▼
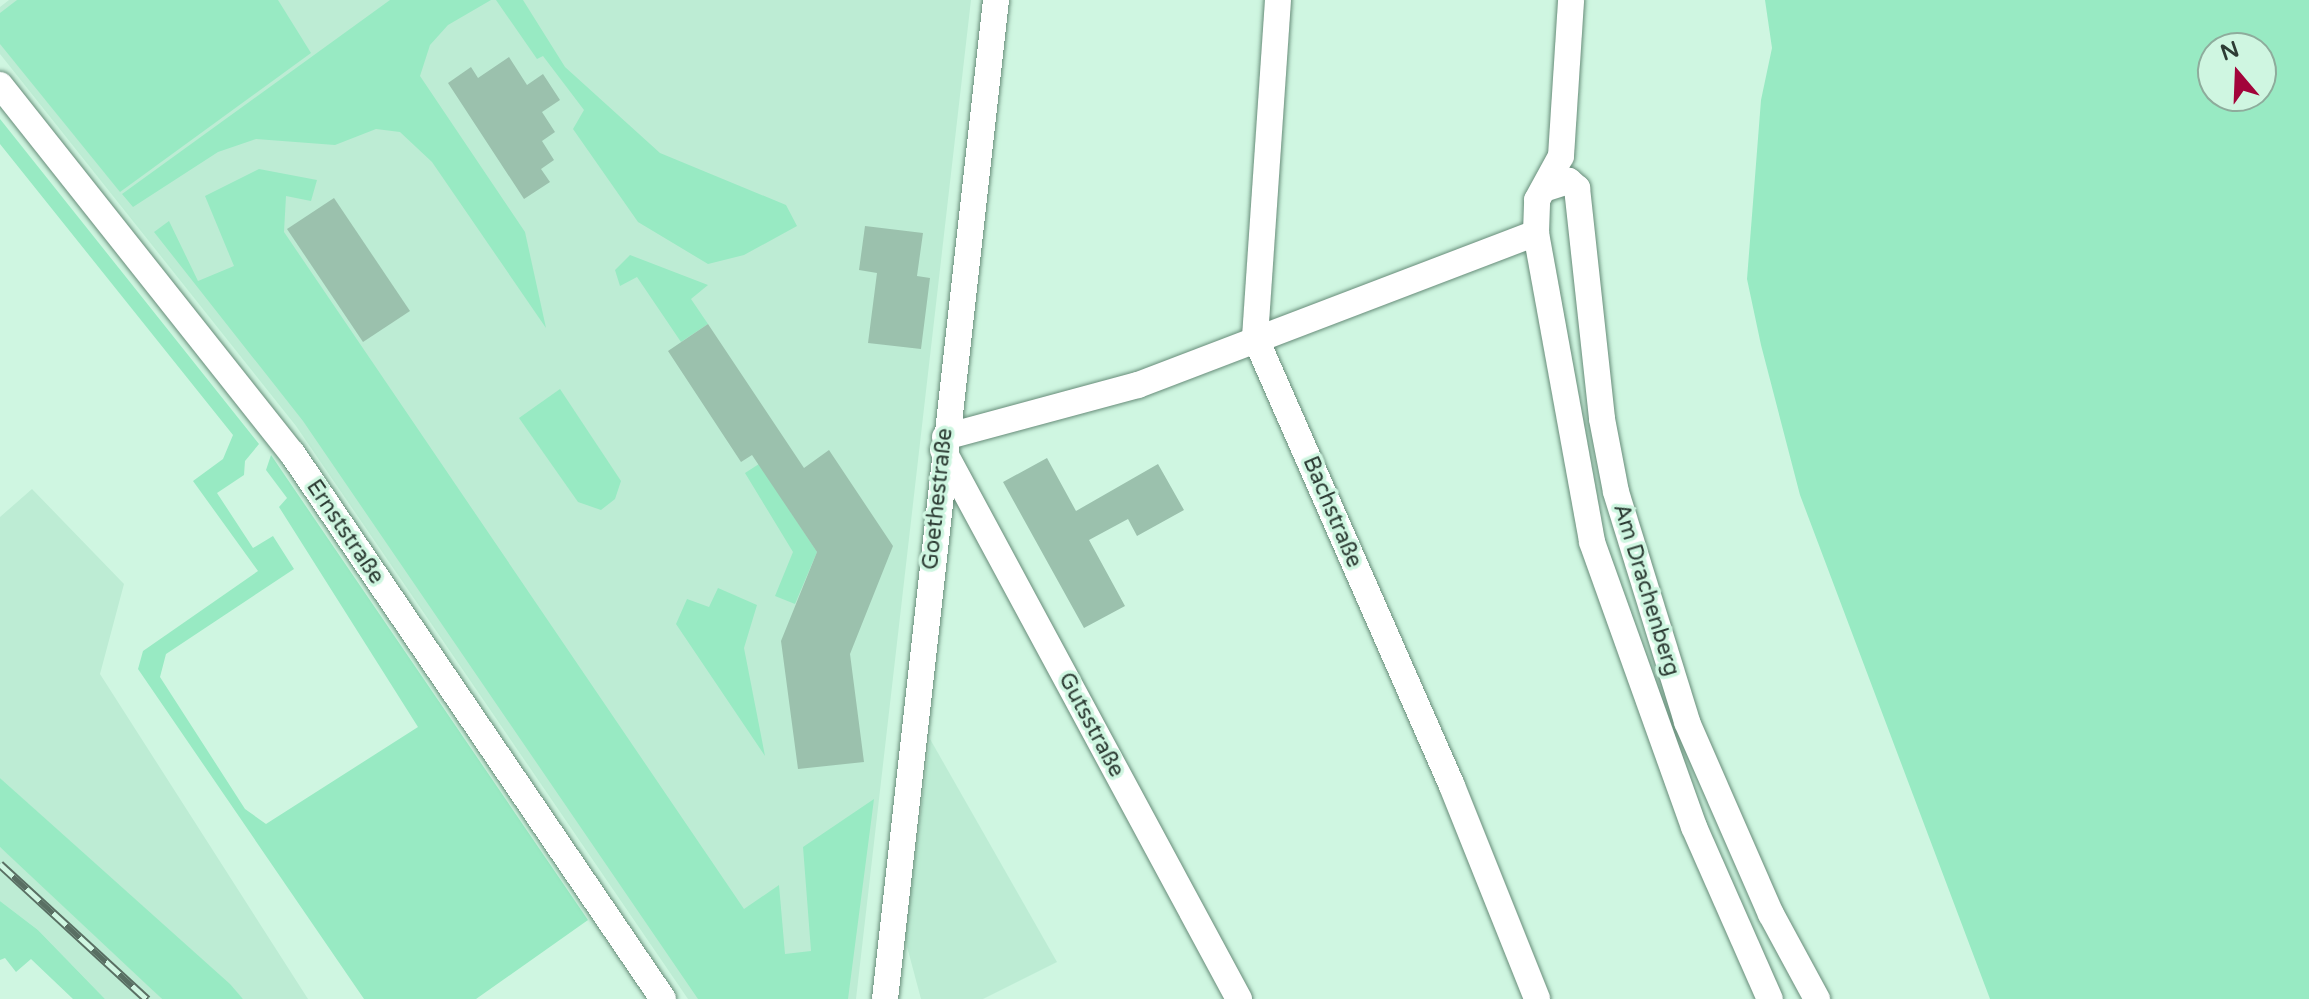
<!DOCTYPE html>
<meta charset="utf-8">
<style>
body{margin:0}
#map{position:relative;width:2309px;height:999px;overflow:hidden;background:#cff6e1;font-family:"Varela Round",sans-serif}
div>[style]{position:absolute}
.built>*{inset:0;background:#bdecd4}
.green>*{inset:0;background:#98eac3}
.building>*{inset:0;background:#9bc1ad}
.roads{filter:drop-shadow(0 0 2px #678c79) drop-shadow(0 0 2px #678c79)}
.minor>*{height:26px;margin:-13px;padding:0 13px;transform-origin:13px;border-radius:13px;background:#fff}
.rail>*{height:9px;margin-top:-4.5px;transform-origin:0;background:repeating-linear-gradient(90deg,#cff6e1 0 18px,#596f63 0 36px);box-sizing:border-box;border-block:2px solid #596f63}
span{translate:-50% -50%;white-space:nowrap;text-align:center;line-height:1.15;-webkit-text-stroke:7px #cff6e1;paint-order:stroke}
.street-label{font-size:22px;color:#2d3c34}
.north{position:absolute;left:2197px;top:32px;width:80px;height:80px;box-sizing:border-box;background:#cff6e1;border:2px solid #8eac9c;border-radius:50%;rotate:341deg;font-size:22px;font-weight:700;line-height:32px;text-align:center;color:#2d3c34}
.north::after{content:'';display:block;margin:auto;width:28px;height:36px;background:#a2043a;clip-path:polygon(50% 0,100% 100%,50% 72%,0 100%)}
</style>
<div id="map">
<div class="built">
<div style="clip-path:polygon(9px 0,971px 0,856px 999px,688px 999px,296px 426px,0 54px,0 7px)"></div>
<div style="clip-path:polygon(32px 489px,124px 584px,100px 674px,308px 999px,243px 999px,0 778px,0 517px)"></div>
<div style="clip-path:polygon(930px 739px,1057px 962px,983px 999px,921px 999px,905px 939px)"></div>
<div style="clip-path:polygon(0 847px,67px 904px,162px 999px,105px 999px,38px 930px,0 901px)"></div>
</div>
<div class="green">
<div style="clip-path:polygon(17px 0,278px 0,311px 53px,120px 192px,0 44px,0 13px)"></div>
<div style="clip-path:polygon(390px 0,491px 0,448px 25px,430px 45px,420px 76px,525px 232px,546px 328px,432px 162px,400px 132px,376px 129px,335px 145px,256px 139px,218px 152px,133px 207px,122px 194px)"></div>
<div style="clip-path:polygon(496px 0,523px 0,565px 67px,660px 153px,786px 205px,797px 226px,744px 255px,708px 264px,638px 222px,573px 129px,584px 110px,543px 56px,537px 59px)"></div>
<div style="clip-path:polygon(evenodd,1765px 0,2309px 0,2309px 999px,1990px 999px,1800px 495px,1761px 345px,1747px 279px,1761px 100px,1772px 48px,1765px 0,2261px 48px,2261px 96px,2213px 96px,2213px 48px,2261px 48px)"></div>
<div style="clip-path:polygon(0 119px,259px 444px,245px 461px,244px 475px,217px 493px,253px 548px,273px 536px,294px 569px,166px 654px,160px 677px,245px 809px,266px 824px,418px 727px,279px 507px,287px 498px,266px 470px,271px 455px,588px 920px,476px 999px,364px 999px,138px 669px,143px 651px,258px 571px,193px 481px,223px 459px,233px 435px,0 144px)"></div>
<div style="clip-path:polygon(259px 169px,317px 180px,311px 201px,286px 196px,284px 232px,744px 909px,779px 885px,785px 954px,811px 951px,803px 847px,874px 799px,848px 999px,698px 999px,303px 421px,154px 232px,169px 221px,198px 281px,234px 266px,205px 196px)"></div>
<div style="clip-path:polygon(630px 255px,708px 285px,691px 299px,708px 324px,681px 342px,637px 277px,620px 286px,615px 270px)"></div>
<div style="clip-path:polygon(560px 389px,621px 481px,615px 499px,601px 510px,578px 502px,519px 418px)"></div>
<div style="clip-path:polygon(759px 464px,817px 552px,795px 604px,775px 596px,793px 552px,745px 473px)"></div>
<div style="clip-path:polygon(718px 588px,757px 605px,744px 648px,765px 756px,676px 624px,687px 599px,709px 607px)"></div>
<div style="clip-path:polygon(0 778px,230px 984px,243px 999px,162px 999px,0 847px)"></div>
<div style="clip-path:polygon(0 901px,38px 930px,105px 999px,73px 999px,31px 959px,16px 972px,5px 958px,0 960px)"></div>
</div>
<div class="building">
<div style="clip-path:polygon(509px 57px,527px 85px,543px 74px,560px 100px,542px 112px,555px 132px,542px 141px,554px 160px,541px 169px,550px 182px,524px 199px,448px 83px,471px 67px,478px 78px)"></div>
<div style="clip-path:polygon(334px 198px,410px 311px,363px 342px,287px 229px)"></div>
<div style="clip-path:polygon(865px 226px,923px 233px,917px 276px,930px 278px,921px 349px,868px 343px,877px 273px,859px 270px)"></div>
<div style="clip-path:polygon(708px 324px,804px 468px,829px 450px,893px 546px,850px 654px,864px 762px,798px 769px,781px 641px,817px 552px,752px 455px,741px 462px,668px 351px)"></div>
<div style="clip-path:polygon(1047px 458px,1076px 511px,1158px 464px,1184px 510px,1137px 536px,1128px 519px,1089px 540px,1125px 606px,1084px 628px,1003px 482px)"></div>
</div>
<div class="roads">
<div class="minor">
<div style="left:1278px;top:0;width:338px;rotate:93.9deg"></div>
<div style="left:1255px;top:337px;width:490px;rotate:66.3deg"></div>
<div style="left:1452px;top:786px;width:229px;rotate:68.2deg"></div>
<div style="left:0;top:85px;width:470px;rotate:51.6deg"></div>
<div style="left:292px;top:453px;width:660px;rotate:55.8deg"></div>
<div style="left:1547px;top:188px;width:23px;rotate:-18deg"></div>
<div style="left:1569px;top:181px;width:11px;rotate:41deg"></div>
<div style="left:1577px;top:188px;width:232px;rotate:83.8deg"></div>
<div style="left:1602px;top:419px;width:74px;rotate:79.1deg"></div>
<div style="left:1616px;top:492px;width:241px;rotate:72.8deg"></div>
<div style="left:1687px;top:722px;width:210px;rotate:66.4deg"></div>
<div style="left:1771px;top:914px;width:97px;rotate:61.6deg"></div>
<div style="left:1536px;top:233px;width:33px;rotate:-88deg"></div>
<div style="left:1537px;top:200px;width:50px;rotate:-61.4deg"></div>
<div style="left:1561px;top:156px;width:156px;rotate:-86.3deg"></div>
<div style="left:945px;top:437px;width:200px;rotate:-15.1deg"></div>
<div style="left:1138px;top:385px;width:426px;rotate:-20.9deg"></div>
<div style="left:1536px;top:233px;width:314px;rotate:79.7deg"></div>
<div style="left:1592px;top:542px;width:303px;rotate:70.3deg"></div>
<div style="left:1694px;top:827px;width:188px;rotate:66.2deg"></div>
<div style="left:943px;top:450px;width:624px;rotate:61.67deg"></div>
<div style="left:885px;top:999px;width:1005px;rotate:-83.66deg"></div>
</div>
</div>
<div class="rail">
<div style="left:0;top:864px;width:200px;rotate:42.6deg"></div>
</div>
<div class="street-label">
<span style="left:938px;top:499px;rotate:-84deg">Goethestraße</span>
<span style="left:1332px;top:512px;rotate:67deg">Bachstraße</span>
<span style="left:345px;top:532px;rotate:56deg">Ernststraße</span>
<span style="left:1646px;top:590px;rotate:73deg">Am Drachenberg</span>
<span style="left:1091px;top:725px;rotate:62deg">Gutsstraße</span>
</div>
<div class="north">N</div>
</div>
▲
Work task
Report each line in the entries where the string "center" occurs.

Task solution
span{translate:-50% -50%;white-space:nowrap;text-align:center;line-height:1.15;-webkit-text-stroke:7px #cff6e1;paint-order:stroke}
.north{position:absolute;left:2197px;top:32px;width:80px;height:80px;box-sizing:border-box;background:#cff6e1;border:2px solid #8eac9c;border-radius:50%;rotate:341deg;font-size:22px;font-weight:700;line-height:32px;text-align:center;color:#2d3c34}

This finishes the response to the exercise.